Harzletter, der Einhundertzweiundachtzigste.
Manche Geschichten laufen einem ganz zufällig über den Weg.
So ging es mir auch mit Gerhard Zucker, dem Raketenbauer aus Hasselfelde im Oberharz. Ich war dort wegen einer anderen Geschichte und hatte etwas Zeit übrig. Also tat ich das, was ich in solchen Momenten gern mache: Ich schaute nach, welche Persönlichkeiten eigentlich aus Hasselfelde stammen. Dabei bin ich bei Wikipedia die Liste der Söhne und Töchter des Ortes durchgegangen.

Hermann Blumenau kennt man, Wilhelm Dunker ebenfalls. Auch einige erfolgreiche Skisportler stammen aus dem Ort. Und dann steht da noch: Gerhard Zucker (1908–1985), Raketentechniker.

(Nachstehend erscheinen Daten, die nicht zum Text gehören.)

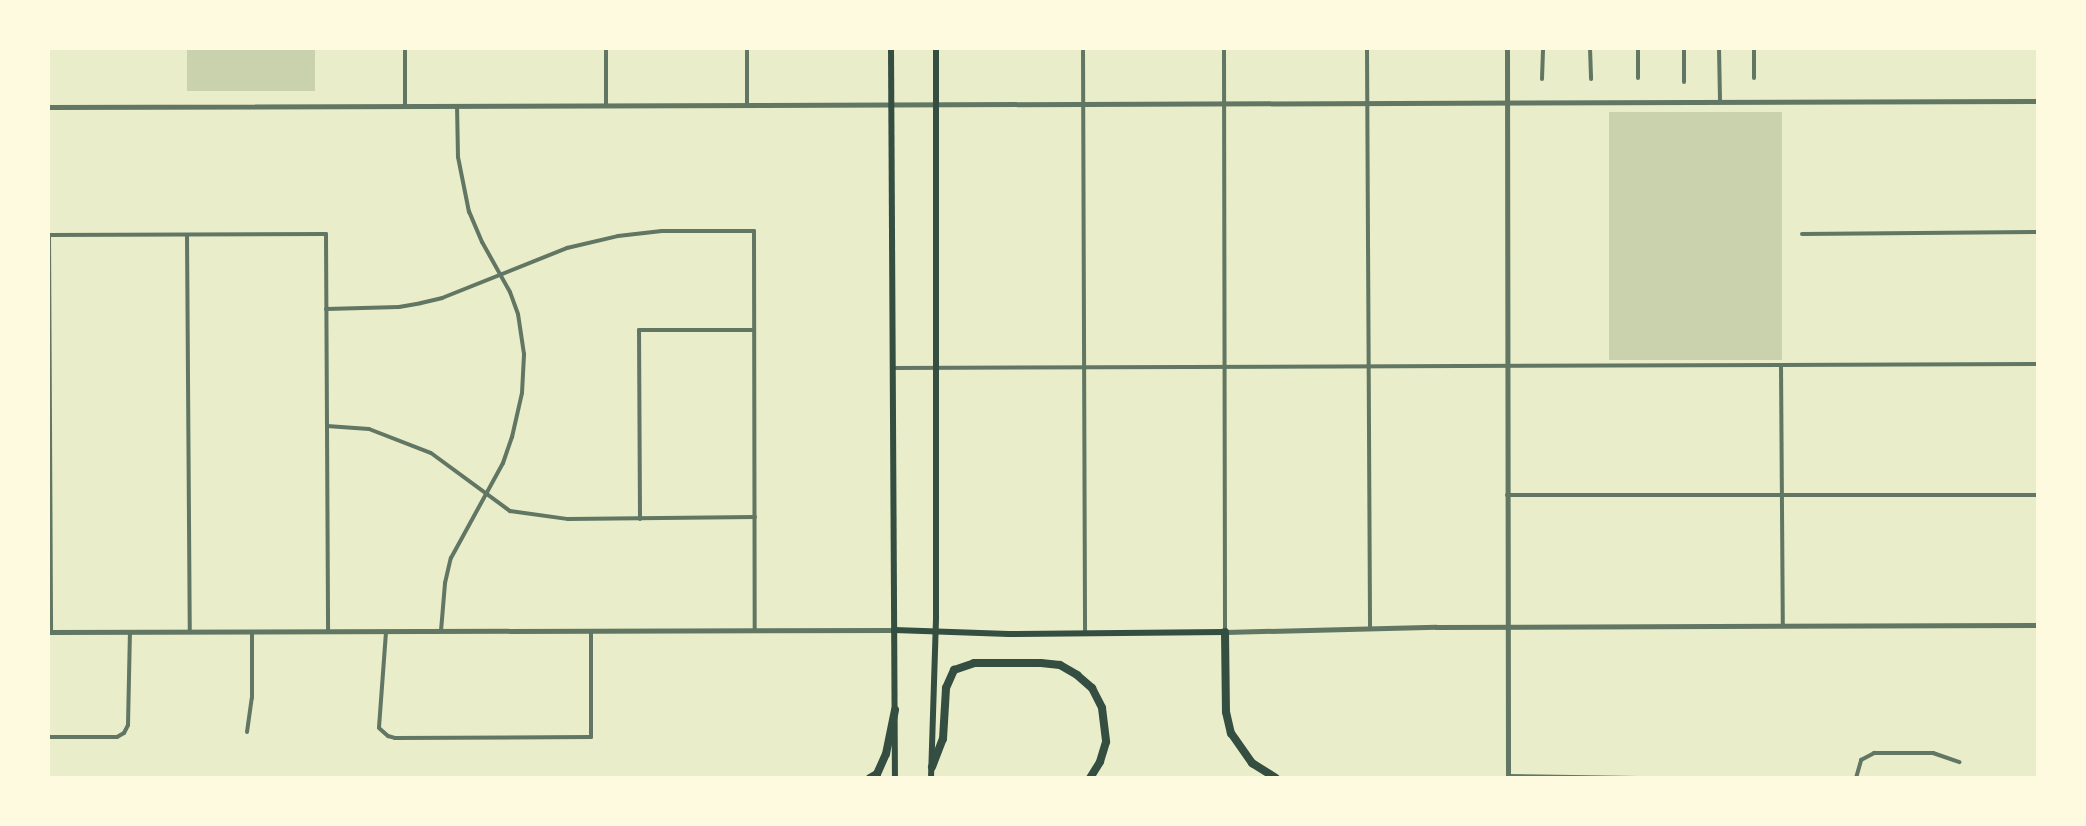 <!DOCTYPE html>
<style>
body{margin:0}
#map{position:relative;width:2086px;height:826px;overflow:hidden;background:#e9edc9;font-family:"Exo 2",sans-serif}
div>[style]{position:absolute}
.green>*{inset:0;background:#cad2ad;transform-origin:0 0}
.minor>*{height:4px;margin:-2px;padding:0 2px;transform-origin:2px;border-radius:2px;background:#617663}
.tertiary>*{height:5px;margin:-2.5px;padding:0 2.5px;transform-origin:2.5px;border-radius:2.5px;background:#617663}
.primary>*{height:6px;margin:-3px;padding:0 3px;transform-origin:3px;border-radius:3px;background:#344e41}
.motorway>*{height:8px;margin:-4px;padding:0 4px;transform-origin:4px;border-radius:4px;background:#344e41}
span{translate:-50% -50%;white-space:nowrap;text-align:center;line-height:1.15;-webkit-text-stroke:5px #fefae0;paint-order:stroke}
.frame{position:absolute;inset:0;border:50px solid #fefae0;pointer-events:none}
</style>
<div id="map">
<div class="green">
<div style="left:187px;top:48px;width:128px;height:43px"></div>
<div style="left:1609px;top:112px;width:173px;height:248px"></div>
</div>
<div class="minor">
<div style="left:405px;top:48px;width:59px;rotate:90deg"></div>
<div style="left:606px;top:48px;width:58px;rotate:90deg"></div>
<div style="left:747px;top:48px;width:58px;rotate:90deg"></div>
<div style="left:1083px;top:48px;width:586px;rotate:89.8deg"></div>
<div style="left:1224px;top:48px;width:584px;rotate:89.9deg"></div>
<div style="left:1367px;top:48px;width:581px;rotate:89.7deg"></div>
<div style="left:1590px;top:48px;width:31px;rotate:88deg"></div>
<div style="left:1638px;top:48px;width:30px;rotate:90deg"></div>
<div style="left:1684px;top:48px;width:34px;rotate:90deg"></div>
<div style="left:1719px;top:48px;width:54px;rotate:88.9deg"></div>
<div style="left:1754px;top:48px;width:30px;rotate:90deg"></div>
<div style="left:1542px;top:79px;width:31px;rotate:-88deg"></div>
<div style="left:1802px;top:234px;width:236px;rotate:-0.5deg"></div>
<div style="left:48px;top:235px;width:278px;rotate:-0.2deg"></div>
<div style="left:326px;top:234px;width:397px;rotate:89.7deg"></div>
<div style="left:49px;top:235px;width:397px;rotate:89.7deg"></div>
<div style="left:187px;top:235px;width:396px;rotate:89.6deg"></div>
<div style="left:326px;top:309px;width:73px;rotate:-1.6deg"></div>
<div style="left:399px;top:307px;width:22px;rotate:-10deg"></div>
<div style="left:421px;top:303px;width:22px;rotate:-13deg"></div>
<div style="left:442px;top:298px;width:135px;rotate:-21.8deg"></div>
<div style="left:567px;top:248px;width:52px;rotate:-13.2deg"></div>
<div style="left:618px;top:236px;width:44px;rotate:-6.5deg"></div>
<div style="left:662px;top:231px;width:92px"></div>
<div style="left:754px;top:231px;width:398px;rotate:89.9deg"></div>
<div style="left:1781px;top:365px;width:261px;rotate:89.6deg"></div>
<div style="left:894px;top:368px;width:1144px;rotate:-0.2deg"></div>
<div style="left:327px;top:426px;width:42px;rotate:4.1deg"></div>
<div style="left:369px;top:429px;width:66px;rotate:21.2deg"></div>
<div style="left:431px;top:453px;width:98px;rotate:36.3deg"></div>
<div style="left:510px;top:511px;width:59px;rotate:7.9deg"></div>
<div style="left:568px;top:519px;width:187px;rotate:-0.6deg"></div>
<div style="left:1507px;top:495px;width:531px"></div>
<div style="left:640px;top:519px;width:189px;rotate:-90.3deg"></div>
<div style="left:639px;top:330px;width:115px"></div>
<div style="left:441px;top:631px;width:48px;rotate:-85.2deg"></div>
<div style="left:445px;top:583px;width:26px;rotate:-77deg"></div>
<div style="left:451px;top:558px;width:108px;rotate:-61.3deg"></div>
<div style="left:503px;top:463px;width:28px;rotate:-71deg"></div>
<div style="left:512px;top:437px;width:45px;rotate:-77.2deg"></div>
<div style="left:522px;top:393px;width:39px;rotate:-87deg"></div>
<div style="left:524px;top:354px;width:40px;rotate:-98.5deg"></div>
<div style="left:518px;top:314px;width:23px;rotate:-110deg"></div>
<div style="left:510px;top:292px;width:57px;rotate:-119.2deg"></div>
<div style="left:482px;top:242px;width:33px;rotate:-113deg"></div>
<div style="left:469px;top:212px;width:56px;rotate:-101.3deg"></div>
<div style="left:458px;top:157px;width:50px;rotate:-91.1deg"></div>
<div style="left:386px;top:632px;width:96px;rotate:94.2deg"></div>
<div style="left:379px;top:728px;width:12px;rotate:42deg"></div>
<div style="left:388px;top:736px;width:7px;rotate:16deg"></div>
<div style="left:395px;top:738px;width:196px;rotate:-0.3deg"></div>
<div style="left:591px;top:737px;width:106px;rotate:-90deg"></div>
<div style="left:247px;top:732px;width:34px;rotate:-82deg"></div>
<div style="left:252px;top:698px;width:66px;rotate:-90deg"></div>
<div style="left:48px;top:737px;width:69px"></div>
<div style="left:117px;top:737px;width:8px;rotate:-30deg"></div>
<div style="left:124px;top:733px;width:9px;rotate:-63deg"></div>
<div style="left:128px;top:725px;width:93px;rotate:-88.8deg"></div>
<div style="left:1508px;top:776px;width:130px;rotate:0.9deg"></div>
<div style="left:1856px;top:778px;width:19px;rotate:-74deg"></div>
<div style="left:1861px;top:760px;width:15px;rotate:-28deg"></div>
<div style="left:1874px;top:753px;width:59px"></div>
<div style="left:1933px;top:753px;width:28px;rotate:19deg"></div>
</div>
<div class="tertiary">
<div style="left:1507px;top:48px;width:730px;rotate:89.92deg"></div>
<div style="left:48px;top:107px;width:1990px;rotate:-0.17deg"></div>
<div style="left:48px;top:632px;width:846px;rotate:-0.14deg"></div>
<div style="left:1225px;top:632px;width:211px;rotate:-1.4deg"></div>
<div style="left:1436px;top:627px;width:602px;rotate:-0.19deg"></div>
</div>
<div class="primary">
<div style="left:891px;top:48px;width:730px;rotate:89.69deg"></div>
<div style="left:894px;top:630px;width:115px;rotate:2deg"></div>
<div style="left:1009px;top:634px;width:216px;rotate:-0.5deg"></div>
<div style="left:931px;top:778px;width:161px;rotate:-88.2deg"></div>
<div style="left:936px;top:617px;width:569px;rotate:-90deg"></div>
</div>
<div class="motorway">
<div style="left:1225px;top:632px;width:80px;rotate:89.3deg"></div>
<div style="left:1226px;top:712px;width:22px;rotate:77deg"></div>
<div style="left:1231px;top:733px;width:37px;rotate:55deg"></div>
<div style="left:1252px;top:763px;width:28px;rotate:32deg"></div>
<div style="left:932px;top:767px;width:30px;rotate:-69deg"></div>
<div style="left:943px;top:739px;width:51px;rotate:-86.6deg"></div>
<div style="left:946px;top:688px;width:20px;rotate:-66deg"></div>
<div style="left:954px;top:670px;width:21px;rotate:-19deg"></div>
<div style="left:974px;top:663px;width:67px"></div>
<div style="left:1041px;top:663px;width:19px;rotate:6deg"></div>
<div style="left:1060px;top:665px;width:20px;rotate:30deg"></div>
<div style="left:1077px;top:675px;width:20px;rotate:41deg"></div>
<div style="left:1092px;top:688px;width:22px;rotate:63deg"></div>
<div style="left:1102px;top:708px;width:34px;rotate:83deg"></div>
<div style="left:1106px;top:742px;width:21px;rotate:107deg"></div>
<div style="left:1100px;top:762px;width:19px;rotate:122deg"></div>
<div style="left:870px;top:778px;width:8px;rotate:-30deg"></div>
<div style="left:877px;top:774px;width:22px;rotate:-66deg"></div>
<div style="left:886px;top:754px;width:45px;rotate:-78.4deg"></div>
</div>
<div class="frame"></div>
</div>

Gerhard Zucker ein Betrüger?
In dem verlinkten Wikipedia-Zucker-Artikel heißt es:
Gerhard Zucker war ein deutscher Entwickler von Postraketen. Er befasste sich ab 1931 mit dem Problem der Postbeförderung mit Raketen und führte hierzu im Harz und 1933 in Cuxhavenentsprechende Versuche durch. Sie waren jedoch erfolglos und grenzten zumindest teilweise an Betrug, da lediglich Feuerwerksraketen mit einer beeindruckend wirkenden Hülle versehen wurden. Die wissenschaftlich interessierte Presse fiel darauf herein. Sie zeigte ein Bild, wo Zucker neben einer nach Pappe aussehenden, etwa vier Meter langen auf einem Karren montierten Rakete steht:
„Der Hamburger Konstrukteur Zucker hat eine gänzlich neuartige Weltraum-Rakete erfunden, die selbsttätig in gewünschter Höhe photographische Aufnahmen machen und zu ihrem Abschußplatz zurückkehren kann.“

Nun muss man nicht alles glauben, was bei Wikipedia steht. Aber dass jemand dort ganz nebenbei als möglicher Betrüger dargestellt wird, ist schon bemerkenswert. Weiter heißt es:
Das Ende des Krieges erlebte Gerhard Zucker in seiner Heimatstadt Hasselfelde. Er floh in den niedersächsischen Teil des Harzes, wo er sich als Möbelhändler betätigte.
Nach wie vor führte er Raketenversuche durch. Bei einer Raketenvorführung am 7. Mai 1964 auf dem Hasselkopf in Braunlage gab es einen Unfall, der zwei Personen das Leben kostete. Dieser führte zu einem Verbot von privaten Raketenstarts in der Bundesrepublik Deutschland, das zum Ende der in Cuxhaven stattfindenden Raketenversuche der Hermann-Oberth-Gesellschaft und der Berthold Seliger Forschungs- und Entwicklungsgesellschaft mbH führte.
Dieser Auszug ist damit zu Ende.